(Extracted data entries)

******

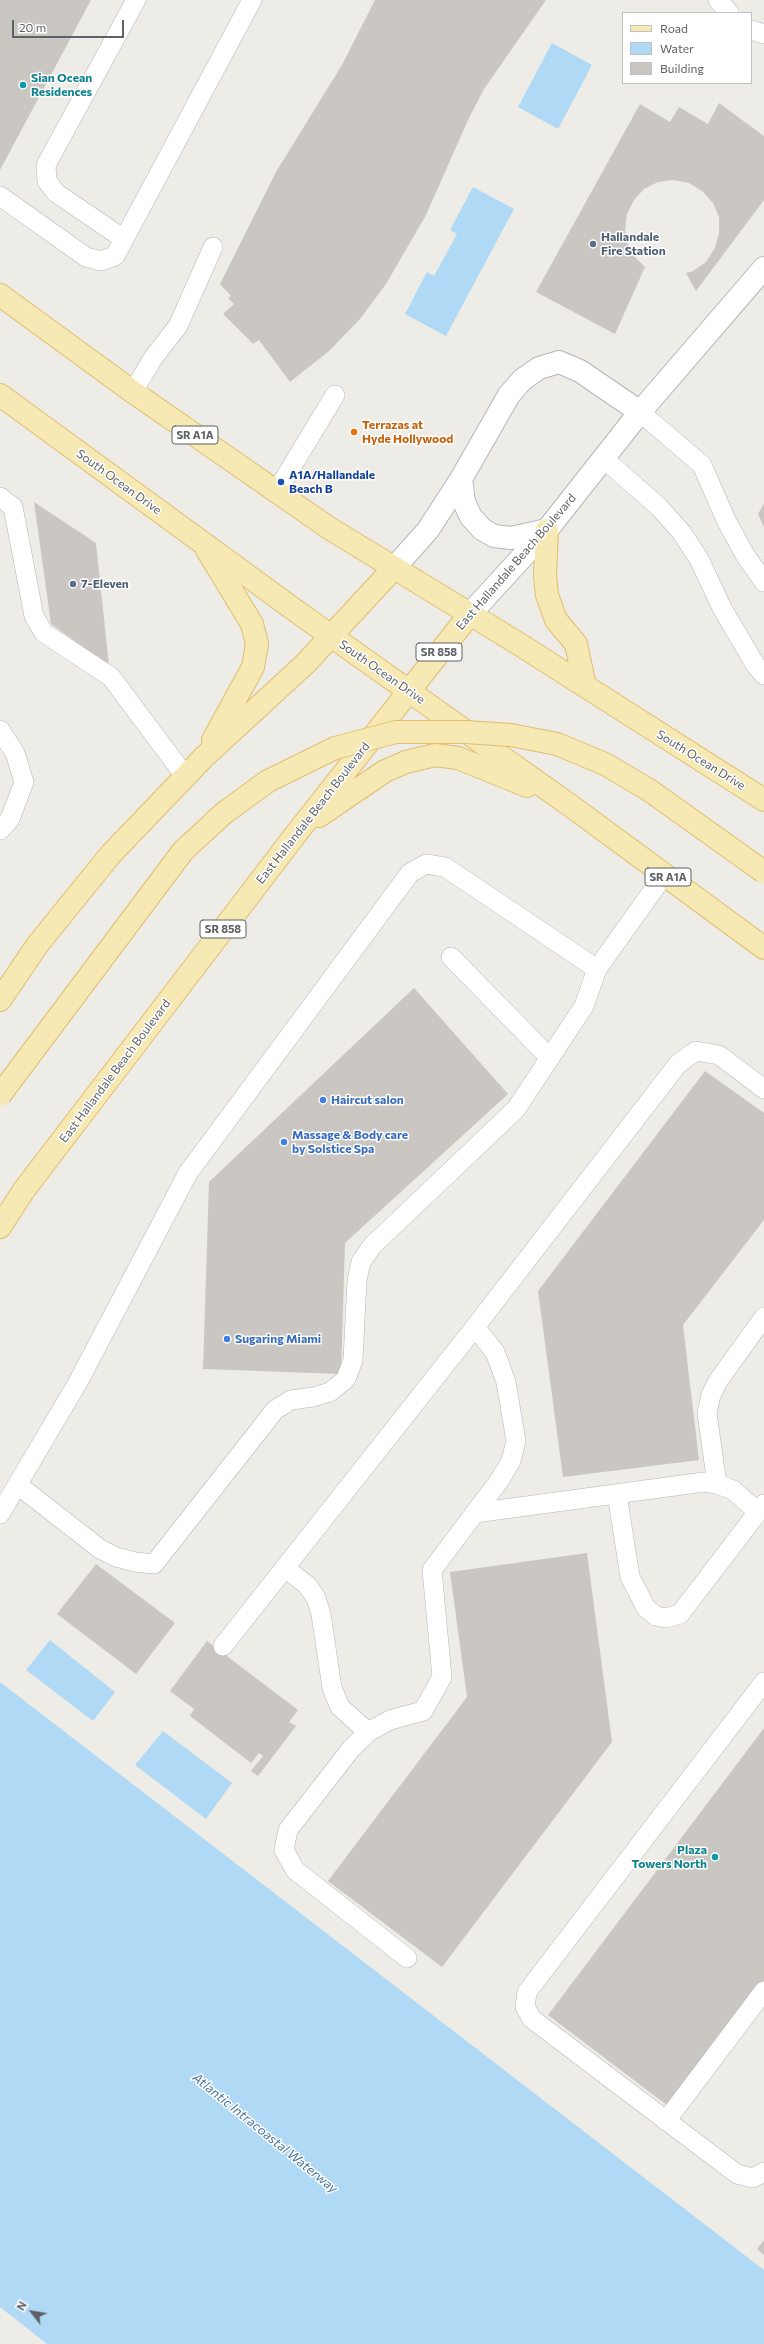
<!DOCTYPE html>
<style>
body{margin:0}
#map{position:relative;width:764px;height:2344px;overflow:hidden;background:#eeece7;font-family:Commissioner,sans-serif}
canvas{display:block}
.legend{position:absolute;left:622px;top:12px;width:130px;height:72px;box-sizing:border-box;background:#fff;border:1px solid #bfc0c1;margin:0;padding:5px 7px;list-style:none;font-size:12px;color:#5e6165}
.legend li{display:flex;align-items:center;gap:8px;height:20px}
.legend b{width:20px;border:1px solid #bfc0c1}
.north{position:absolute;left:12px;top:2292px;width:40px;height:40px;-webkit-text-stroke:3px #fff;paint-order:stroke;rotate:301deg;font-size:11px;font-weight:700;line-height:16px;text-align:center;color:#5e6165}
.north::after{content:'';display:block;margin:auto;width:14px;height:18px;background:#5e6165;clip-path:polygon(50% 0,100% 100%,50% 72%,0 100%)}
.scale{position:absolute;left:12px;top:20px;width:112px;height:18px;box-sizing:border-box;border:2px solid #5e6165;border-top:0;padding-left:5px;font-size:12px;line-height:14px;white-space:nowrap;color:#5e6165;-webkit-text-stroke:3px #fff;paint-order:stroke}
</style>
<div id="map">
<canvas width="764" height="2344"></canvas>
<ul class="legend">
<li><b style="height:5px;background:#f6e9b4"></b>Road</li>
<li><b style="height:11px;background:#b0d9f5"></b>Water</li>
<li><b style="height:11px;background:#cac7c3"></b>Building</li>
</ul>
<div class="north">N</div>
<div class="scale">20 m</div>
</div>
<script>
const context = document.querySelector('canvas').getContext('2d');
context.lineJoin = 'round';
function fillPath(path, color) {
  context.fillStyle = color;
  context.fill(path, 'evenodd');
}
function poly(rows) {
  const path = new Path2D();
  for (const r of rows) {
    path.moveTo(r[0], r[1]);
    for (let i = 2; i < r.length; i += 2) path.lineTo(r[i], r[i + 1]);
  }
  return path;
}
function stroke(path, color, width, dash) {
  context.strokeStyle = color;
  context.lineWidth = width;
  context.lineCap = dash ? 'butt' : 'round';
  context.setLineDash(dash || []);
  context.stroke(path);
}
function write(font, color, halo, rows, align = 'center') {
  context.font = font + ' Commissioner,sans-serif';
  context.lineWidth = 3;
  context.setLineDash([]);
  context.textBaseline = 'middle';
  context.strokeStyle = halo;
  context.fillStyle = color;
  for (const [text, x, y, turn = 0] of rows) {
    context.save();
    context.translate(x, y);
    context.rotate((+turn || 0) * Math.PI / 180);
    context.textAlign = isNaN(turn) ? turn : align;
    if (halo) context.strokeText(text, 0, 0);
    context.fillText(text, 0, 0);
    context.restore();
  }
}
fillPath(poly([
 [552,43,592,65,558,129,518,107],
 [473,187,514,209,446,336,405,314,427,272,434,276,457,234,450,230],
 [50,1640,115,1692,93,1721,26,1670],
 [0,1682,764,2270,764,2344,47,2344,0,2307],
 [163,1731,232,1783,206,1819,135,1765]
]), '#b0d9f5');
fillPath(poly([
 [0,0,91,0,0,170],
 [375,0,546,0,484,89,468,120,426,215,386,284,360,319,329,351,290,382,259,340,253,344,223,314,234,304,228,298,231,296,220,284,276,172,342,65],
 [719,103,764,136,764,200,696,291,686,273,693,271,706,262,715,248,719,233,719,217,713,203,702,191,689,183,674,180,658,182,644,189,634,200,627,214,625,230,628,245,636,258,645,267,615,334,536,292,640,104,670,122,679,107,708,124],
 [34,502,96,543,109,666,51,624],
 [764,503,764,527,758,514],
 [414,988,508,1094,345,1243,341,1374,203,1369,209,1182],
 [705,1071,764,1113,764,1220,683,1325,699,1460,563,1477,538,1291],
 [587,1553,612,1742,442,1967,328,1881,467,1697,450,1572],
 [96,1564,175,1623,136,1674,57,1614],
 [207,1641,298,1710,289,1722,296,1726,258,1776,251,1771,263,1756,259,1753,251,1763,190,1716,194,1709,170,1691],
 [764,1728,764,1986,672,2109,548,2015],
 [764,2240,764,2255,757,2249]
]), '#cac7c3');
const lane = poly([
 [718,0,729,13],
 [751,30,764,34],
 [0,196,86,257,101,261,115,256,252,0],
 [124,239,56,193,47,181,46,165,136,0],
 [133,392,153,358,178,326,213,247],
 [640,412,702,465,726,520,745,555,764,582],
 [603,458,659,507,682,533,699,559,722,608,756,666,764,675],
 [277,491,335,395],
 [0,497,13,507,34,616,44,633,111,677,185,776],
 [0,730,15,753,24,782,10,819,0,830],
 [451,957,550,1058],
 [717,1484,707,1413,711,1395,718,1381,764,1317],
 [18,1485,100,1549,116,1557,135,1562,154,1564,275,1410,291,1400,313,1397,330,1392,346,1379,353,1360,357,1280,361,1262,372,1246,516,1109,584,1006,597,969],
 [617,1494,630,1577,646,1608,656,1616,666,1618,680,1614,758,1512],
 [475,1513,704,1482,717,1484,733,1490,758,1512,764,1504],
 [0,1514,77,1384,188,1173,410,873,426,864,445,867,597,969,664,875],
 [285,1568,307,1585,316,1598,321,1614,332,1688,340,1707,368,1732],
 [223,1646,475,1327,678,1064,696,1051,719,1055,764,1089],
 [764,1682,527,1992,525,2007,532,2019,737,2174,753,2178,764,2172],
 [407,1958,295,1870,284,1850,288,1830,351,1749,368,1732,390,1720,423,1711,442,1677,432,1570,499,1481,511,1461,516,1441,506,1382,495,1352,475,1327],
 [666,2121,764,1991]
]);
const street = poly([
 [461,479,464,502,471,517,482,529,494,536,511,538,547,530],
 [394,568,428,530,461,479,509,395,522,380,539,368,559,362,580,371,640,412],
 [470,614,547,530,640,412,764,268]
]);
const primary = poly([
 [0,295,133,392,329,528,519,644,764,800],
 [0,395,296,611,571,806,764,948],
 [547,530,545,576,547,595,556,620,576,644,585,686],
 [207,550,252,624,257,644,253,667,213,740],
 [319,816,385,771,406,762,435,755,458,758,527,786],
 [0,1000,38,944,111,854,204,757,305,664,394,568],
 [0,1227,24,1190,299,830,470,614]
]);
stroke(lane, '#b4b6ba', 20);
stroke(street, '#b4b6ba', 24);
stroke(primary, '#e1bd6d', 24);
stroke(lane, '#fff', 19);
stroke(street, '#fff', 22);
stroke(primary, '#f6e9b4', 22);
const primaryBridge = poly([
 [0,1095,183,851,224,813,268,781,335,748,396,732,465,732,511,735,557,744,605,764,649,790,764,872]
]);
stroke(primaryBridge, '#e1bd6d', 24, []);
stroke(primaryBridge, '#f6e9b4', 22);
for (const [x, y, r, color] of [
 [23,85,4,"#0f9aa8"],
 [593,244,4,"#5c6f8a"],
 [354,432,4,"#e8710a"],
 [281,482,4,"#1a4fb4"],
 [73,584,4,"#5c6f8a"],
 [323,1100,4,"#3f7fe0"],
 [284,1142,4,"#3f7fe0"],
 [227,1339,4,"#3f7fe0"],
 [715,1857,4,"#0f9aa8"]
]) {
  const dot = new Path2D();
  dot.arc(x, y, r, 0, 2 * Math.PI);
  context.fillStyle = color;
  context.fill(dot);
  stroke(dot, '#fff', 1.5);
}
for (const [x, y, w] of [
 [195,435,46],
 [439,652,46],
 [668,877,46],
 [223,929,46]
]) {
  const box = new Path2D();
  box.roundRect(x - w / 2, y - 9, w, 18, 3);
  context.fillStyle = '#fff';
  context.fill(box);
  stroke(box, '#5e6165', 1);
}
write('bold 11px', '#5e6165', null, [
 ["SR A1A",195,435],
 ["SR 858",439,652],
 ["SR A1A",668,877],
 ["SR 858",223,929]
]);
write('bold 12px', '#0d838f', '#fff', [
 ["Sian Ocean",31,78],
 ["Residences",31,92],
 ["Plaza",707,1850,"right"],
 ["Towers North",707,1864,"right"]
], 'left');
write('bold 12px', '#4e5e75', '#fff', [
 ["Hallandale",601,237],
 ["Fire Station",601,251],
 ["7-Eleven",81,584]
], 'left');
write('bold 12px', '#c56008', '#fff', [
 ["Terrazas at",362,425],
 ["Hyde Hollywood",362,439]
], 'left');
write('bold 12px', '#164399', '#fff', [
 ["A1A/Hallandale",289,475],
 ["Beach B",289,489]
], 'left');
write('12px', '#5e6165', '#fff', [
 ["South Ocean Drive",119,482,36],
 ["East Hallandale Beach Boulevard",516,562,-49],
 ["South Ocean Drive",382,672,35],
 ["South Ocean Drive",701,760,32],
 ["East Hallandale Beach Boulevard",313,813,-52],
 ["East Hallandale Beach Boulevard",115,1071,-53]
]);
write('bold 12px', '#366cbe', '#fff', [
 ["Haircut salon",331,1100],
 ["Massage & Body care",292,1135],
 ["by Solstice Spa",292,1149],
 ["Sugaring Miami",235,1339]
], 'left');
write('italic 13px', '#4b769d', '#fff', [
 ["Atlantic Intracoastal Waterway",265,2133,39]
]);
</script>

******

_DESCRIPTION OF THE TASK_
For the word "rows", return every line of the records that holds it.

_RESPONSE BELOW_
function poly(rows) {
  for (const r of rows) {
function write(font, color, halo, rows, align = 'center') {
  for (const [text, x, y, turn = 0] of rows) {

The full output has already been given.